A new calculation model for the stress field of hydraulic fracture propagation at the formation interface

Reservoirs with different formation interfaces are becoming increasingly common in the exploitation of unconventional oil and gas reservoirs, such as shale oil and gas. Therefore, it is essential to calculate the stress field of fracture propagation to understand the mechanism of propagating hydraulic fractures near formation interfaces. This study adopts the superposition principle of same-type fractures and considers the model propagating hydraulic fractures at interfaces as the superposition of three issues: actuating the fluid pressure inside the fracture without far-field stress, analysis with far-field stress and without fractures, and calculating the self-balancing surface force effect on the surface of fractures without far-field stress.
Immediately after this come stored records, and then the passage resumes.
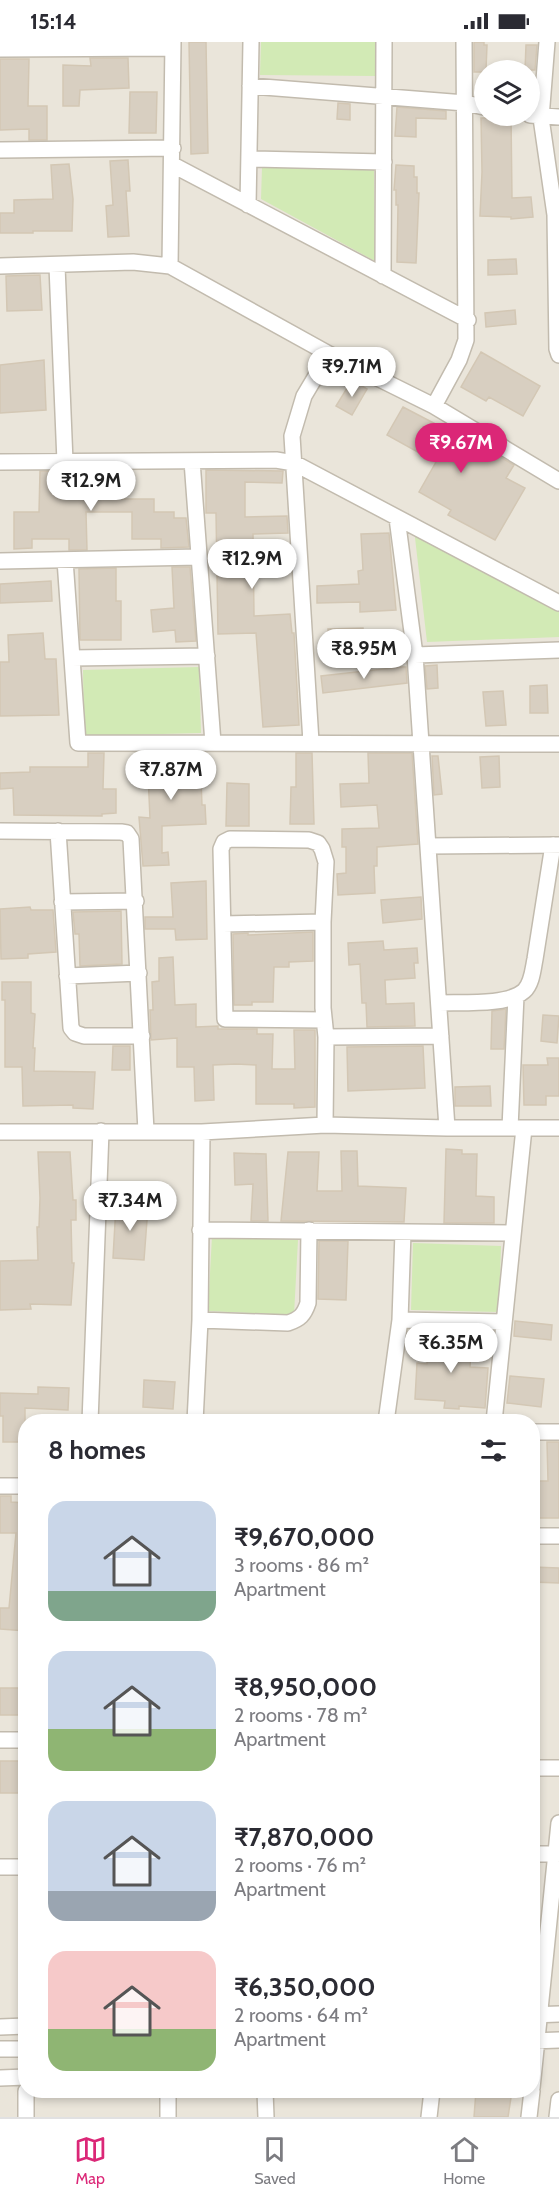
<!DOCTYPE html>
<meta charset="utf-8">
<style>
body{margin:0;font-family:Cabin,sans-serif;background:#f7f7f7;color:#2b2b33;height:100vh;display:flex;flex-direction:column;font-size:22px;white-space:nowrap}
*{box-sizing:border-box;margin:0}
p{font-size:20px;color:#7c7c81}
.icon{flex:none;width:33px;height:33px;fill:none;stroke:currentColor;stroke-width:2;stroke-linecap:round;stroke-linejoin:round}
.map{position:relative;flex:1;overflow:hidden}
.details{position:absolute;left:18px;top:1372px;width:522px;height:684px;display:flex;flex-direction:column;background:#fff;border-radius:24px;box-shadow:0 3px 9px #0003}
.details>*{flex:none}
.buttons{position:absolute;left:474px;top:18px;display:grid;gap:12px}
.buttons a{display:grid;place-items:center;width:66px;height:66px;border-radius:50%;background:#fff;box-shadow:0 3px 9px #0003;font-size:30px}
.price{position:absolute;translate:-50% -51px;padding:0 14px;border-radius:21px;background:#fff;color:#222;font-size:20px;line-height:39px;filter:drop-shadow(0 2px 3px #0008)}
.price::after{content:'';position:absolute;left:50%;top:36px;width:18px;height:14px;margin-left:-9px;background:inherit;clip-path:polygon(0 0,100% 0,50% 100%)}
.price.on{background:#db2777;color:#fff}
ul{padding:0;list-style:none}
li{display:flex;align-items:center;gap:18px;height:150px;padding:0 30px}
li span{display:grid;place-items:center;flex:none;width:168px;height:120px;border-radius:18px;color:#555}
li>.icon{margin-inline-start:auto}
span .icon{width:72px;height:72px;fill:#fffc;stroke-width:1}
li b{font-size:26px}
h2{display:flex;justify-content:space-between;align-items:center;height:72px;padding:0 30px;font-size:26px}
.status{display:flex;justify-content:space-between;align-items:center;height:42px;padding:0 30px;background:#fff;direction:ltr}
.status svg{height:16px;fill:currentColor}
.menu{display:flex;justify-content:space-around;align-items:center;height:84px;border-top:2px solid #e1e1e2;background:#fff;font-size:16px;color:#7c7c81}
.menu a{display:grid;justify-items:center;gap:3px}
.menu .on{color:#db2777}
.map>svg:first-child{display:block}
</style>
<div class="status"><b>15:14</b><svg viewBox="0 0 49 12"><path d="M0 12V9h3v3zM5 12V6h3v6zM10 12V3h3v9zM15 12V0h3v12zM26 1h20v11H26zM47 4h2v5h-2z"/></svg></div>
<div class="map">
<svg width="559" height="2075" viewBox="0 0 559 2075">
<rect width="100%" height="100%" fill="#f6f3ec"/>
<path fill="#eae5da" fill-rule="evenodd" d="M0 0H559V2075H0ZM484 28H530V74H484ZM26 1380H532V2049H26Z"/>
<path fill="#d2eab5" d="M261 0H377L376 34 260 33Z
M262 125 374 127 375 219 261 157Z
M414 487 559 559V595L427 600Z
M199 625 201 691 84 694 83 628Z
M212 1194 298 1198 294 1273 208 1269Z
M413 1201 501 1204 499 1270 411 1268Z"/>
<path fill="#d8cfc1" stroke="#d3c7b4" stroke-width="1.5" d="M189 0H206L208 111 191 112Z
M474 0H484V3H487L486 28 484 30H474Z
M526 3H537L535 28H525Z
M90 16H128L129 46 80 48 79 64H63V23L91 24Z
M0 17H29L28 64H47V98H29V87L0 88Z
M130 50H157L156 91H129Z
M338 61 350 62V78L337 77Z
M397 65 446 69V77L416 76V95L395 94Z
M497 74H511L512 156 531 155 533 175 511 177V175L480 174 482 130 481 76H497Z
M128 118 130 149H126L129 194 108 195 106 164 113 163 110 119Z
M69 122 73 157 72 189H33V191H0V171H14V158L53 157 51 123Z
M396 123 414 124V135H417V151H419L416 221 397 220 398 163H396V148H394Z
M516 217 517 232 488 233V218Z
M40 233 42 268 7 269 6 234Z
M515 268 516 282 486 285 485 271Z
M481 310 540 344 523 374 489 355 486 359 461 345Z
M44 318 46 368 0 371V323Z
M352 338 367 347 352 373 336 364Z
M403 365 468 399 469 397 514 423 506 436 525 446 495 498 448 473 451 468 419 450 436 420 387 393Z
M206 428 283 429 282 441 245 440V475L287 474 288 491 253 492 254 574 290 572 292 591H294L299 683 263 685 256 591 218 592 216 471H206Z
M40 429H84V434H122V457H154V470H174V476H186L189 505 161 506V497H132V470H86L87 508H69V497H32V506L14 507V470H39Z
M389 491 396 568 360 570V560L317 561V544L359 542 358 529 363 528 361 492Z
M172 525H190L196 599 176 600 175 588 153 590 151 568 174 566Z
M116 526V559H121V598H80L79 527Z
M51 539 52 559 0 561V542Z
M363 586 364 604 329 605 328 587Z
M43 591 45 617H56L59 673 0 674V620H9L8 593Z
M437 623 438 646 427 647 425 624Z
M402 625H406L407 641 323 651 321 634Z
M547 643 548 671H530V644Z
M503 649 506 683 486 684 483 650Z
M88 711H104L103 747H116V771L102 772V774L14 773 13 746 0 747V731L30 730V725H88Z
M147 711H200L202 763H205L206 782 162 784V811L168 810 169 823 143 824 139 775 150 776Z
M296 711H312L314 782H290L291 745H296Z
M368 711H412L418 802 377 805V824H374L375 851 338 853 337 832 346 831V805H342V787L379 786 377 763 341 765 340 742 369 741Z
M432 714H438L442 752 434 753Z
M499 714 500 745 482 746 480 715Z
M227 741 249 742V784H226Z
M206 839 207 897 176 898 175 887H145V875H173L171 841Z
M421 855 422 877 383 881 381 858Z
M30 865 31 868H53L56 910 28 912V916L1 917 0 867Z
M121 869 122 922 80 924 79 892H75L73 870Z
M313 890V919L289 920V925H274L273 960H252V963H234L233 892 248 891V893Z
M383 899 384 908 417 906 418 921H414L415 936 385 938 386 962 414 961 415 984 367 985 366 961H362L360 922 349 923 348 901Z
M173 915 175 963 196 962V985L218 984V987H257V992H273L272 1027H295L294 988H315V1065L294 1066V1062H256V1023L236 1022 213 1023 214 1058 195 1059 194 1025H177V996L151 998 150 968H153L152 940 159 939V916Z
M2 940H31V971L35 972 33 1006H35L34 1029 95 1030 93 1067 73 1066V1063L23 1064 22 1025H5V958H2Z
M506 967 504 1007H491L492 969Z
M543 973 559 974 557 1001 541 999Z
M113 1004H130V1028H112Z
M423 1004 425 1046 348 1049 347 1005Z
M547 1016H559V1054H546V1063H524L523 1023H548Z
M490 1044 491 1064H455V1045Z
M446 1107 462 1108V1112H477L476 1154 494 1155V1181H444Z
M341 1109H357L358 1144 406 1146 404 1180 281 1179 288 1110H319L317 1149H342Z
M38 1110H70L73 1158H76V1178H71L72 1221H74L71 1263 30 1262 31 1267 0 1268V1219L38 1218 37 1185H39L40 1156Z
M234 1111 266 1112 268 1179H251L253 1142 235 1143Z
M116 1163 148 1165 144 1218 113 1216Z
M319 1199H348L346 1258 318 1257Z
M515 1279 552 1283 551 1298 514 1294Z
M460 1291H472L470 1325 488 1326 485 1366 459 1364V1367L444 1366 445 1359 415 1357 417 1321 427 1322 428 1294H460Z
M510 1334 544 1337 541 1365 507 1361Z
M144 1338 175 1340 173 1367 143 1365Z
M38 1345 69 1346 68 1368 25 1366V1400H3V1374H0V1351L38 1352Z
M547 1400H559V1476H532V1439H548Z
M0 1454H11V1460L26 1461V1589L0 1587V1566H9L16 1491H0Z
M532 1525 559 1526V1541L532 1540Z
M0 1646H26V1673H0Z
M0 1719H26V1751H0Z
M476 2049H512L508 2075H474Z"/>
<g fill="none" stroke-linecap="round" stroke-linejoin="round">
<defs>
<path id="minor" d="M547 0 541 76 555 173 557 307 559 313
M0 7 173 6
M250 44 465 61 484 65
M530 73 559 75
M0 108 173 106
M249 117 384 120
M173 123 468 278
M248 163 251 0
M0 224 133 220 170 224 329 312 434 364 559 439
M57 224 65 420
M170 224 173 0
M383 234 384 0
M434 364 459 318 466 298 464 0
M192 419 213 701
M0 420 276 418 294 421 559 561
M397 476 415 613 447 1086
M65 518 78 701 559 702
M0 519 199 515
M415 613 559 608
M72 616 207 614
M311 700 292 394 304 354 329 312
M0 789 121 790 127 791 131 797 146 1089
M58 789 71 986 75 991 84 994H142
M428 804 559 803
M62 860 136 859
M223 882 323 880
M67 934 139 931
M439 961C461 960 507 964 524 949 532 942 533 927 535 917L553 803
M324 978 225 977 221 807 224 800 230 797 309 798 318 801 322 807 326 820 323 880V966L326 995 325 1083
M326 995 441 994
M510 1086 516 954
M0 1090H202L325 1083 447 1086H559
M200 1188 513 1191
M403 1190 400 1278 504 1280
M200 1278 288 1281C300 1277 304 1273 308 1261L309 1188
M90 1380 101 1089
M195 1380 200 1278 202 1090
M386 1380 400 1278
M494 1380 524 1086
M532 1390H559
M0 1444H26
M532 1494H559
M0 1698H26
M532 1726H559
M532 1812H556
M0 1825H26
M532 1973 559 1972
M0 1985 26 1984
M532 1999 559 1998
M0 2007H26
M0 2036 26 2035
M532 2046 559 1781
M168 2049V2075
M265 2049 266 2075
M26 2075V2049
M429 2075 432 2049
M529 2075 532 2049
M557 2075 559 2058"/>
</defs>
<use href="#minor" stroke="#c2bbae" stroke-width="18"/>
<use href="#minor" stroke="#fff" stroke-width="15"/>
</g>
</svg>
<div class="buttons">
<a><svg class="icon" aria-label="layers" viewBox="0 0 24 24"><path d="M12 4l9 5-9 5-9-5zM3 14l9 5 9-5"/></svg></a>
</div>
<b class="price" style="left:352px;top:356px">₹9.71M</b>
<b class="price on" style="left:461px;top:432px">₹9.67M</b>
<b class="price" style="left:91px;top:470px">₹12.9M</b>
<b class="price" style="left:252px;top:548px">₹12.9M</b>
<b class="price" style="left:364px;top:638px">₹8.95M</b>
<b class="price" style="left:171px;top:759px">₹7.87M</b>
<b class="price" style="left:130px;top:1190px">₹7.34M</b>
<b class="price" style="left:451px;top:1332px">₹6.35M</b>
<section class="details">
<h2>8 homes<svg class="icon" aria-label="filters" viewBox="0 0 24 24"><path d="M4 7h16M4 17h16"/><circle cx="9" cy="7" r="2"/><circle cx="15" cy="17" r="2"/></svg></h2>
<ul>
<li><span style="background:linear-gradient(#c9d6e8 75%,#7fa58c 0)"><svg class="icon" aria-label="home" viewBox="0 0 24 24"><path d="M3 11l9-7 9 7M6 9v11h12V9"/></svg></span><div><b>₹9,670,000</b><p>3 rooms · 86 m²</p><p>Apartment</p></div></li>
<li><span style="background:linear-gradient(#c9d6e8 65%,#8fb573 0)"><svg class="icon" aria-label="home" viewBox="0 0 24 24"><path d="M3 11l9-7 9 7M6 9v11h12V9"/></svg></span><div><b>₹8,950,000</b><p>2 rooms · 78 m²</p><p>Apartment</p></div></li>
<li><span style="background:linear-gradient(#c9d6e8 75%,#9aa5b1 0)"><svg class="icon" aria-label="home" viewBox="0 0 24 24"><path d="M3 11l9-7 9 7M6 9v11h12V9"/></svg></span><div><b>₹7,870,000</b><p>2 rooms · 76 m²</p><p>Apartment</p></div></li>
<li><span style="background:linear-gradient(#f6c9c9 65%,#8fb573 0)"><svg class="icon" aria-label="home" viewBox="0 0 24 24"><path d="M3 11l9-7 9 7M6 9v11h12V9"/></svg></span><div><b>₹6,350,000</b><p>2 rooms · 64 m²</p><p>Apartment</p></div></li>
</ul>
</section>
</div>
<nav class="menu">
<a class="on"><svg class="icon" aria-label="map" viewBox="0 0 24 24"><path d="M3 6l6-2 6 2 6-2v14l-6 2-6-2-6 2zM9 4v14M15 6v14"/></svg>Map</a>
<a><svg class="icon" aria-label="saved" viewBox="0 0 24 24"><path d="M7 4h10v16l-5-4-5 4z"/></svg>Saved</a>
<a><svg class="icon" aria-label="home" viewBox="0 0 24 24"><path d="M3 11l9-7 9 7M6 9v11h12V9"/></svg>Home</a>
</nav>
Then, the study establishes the stress field calculation model for propagating hydraulic fractures at the formation interfaces, which considers different rock properties on both sides of the formation interfaces, as well as the influence of the dip angle based on the complex variable function method and fracture mechanics theory. Finally, this paper proposes corresponding numerical methods. It is determined by analyzing different stress concentration which occurs around the fractures and stress singularity which occurs at the hydraulic fracture tips, analyzing the plastic zone at hydraulic fracture tips which propagates contacts with formation interfaces; the maximum compressive stress and normal stress change gradually from tensile stress to compressive stress as the distance between the interface and the hydraulic fracture tip increases, and the exhibiting stress reverses on the formation interfaces.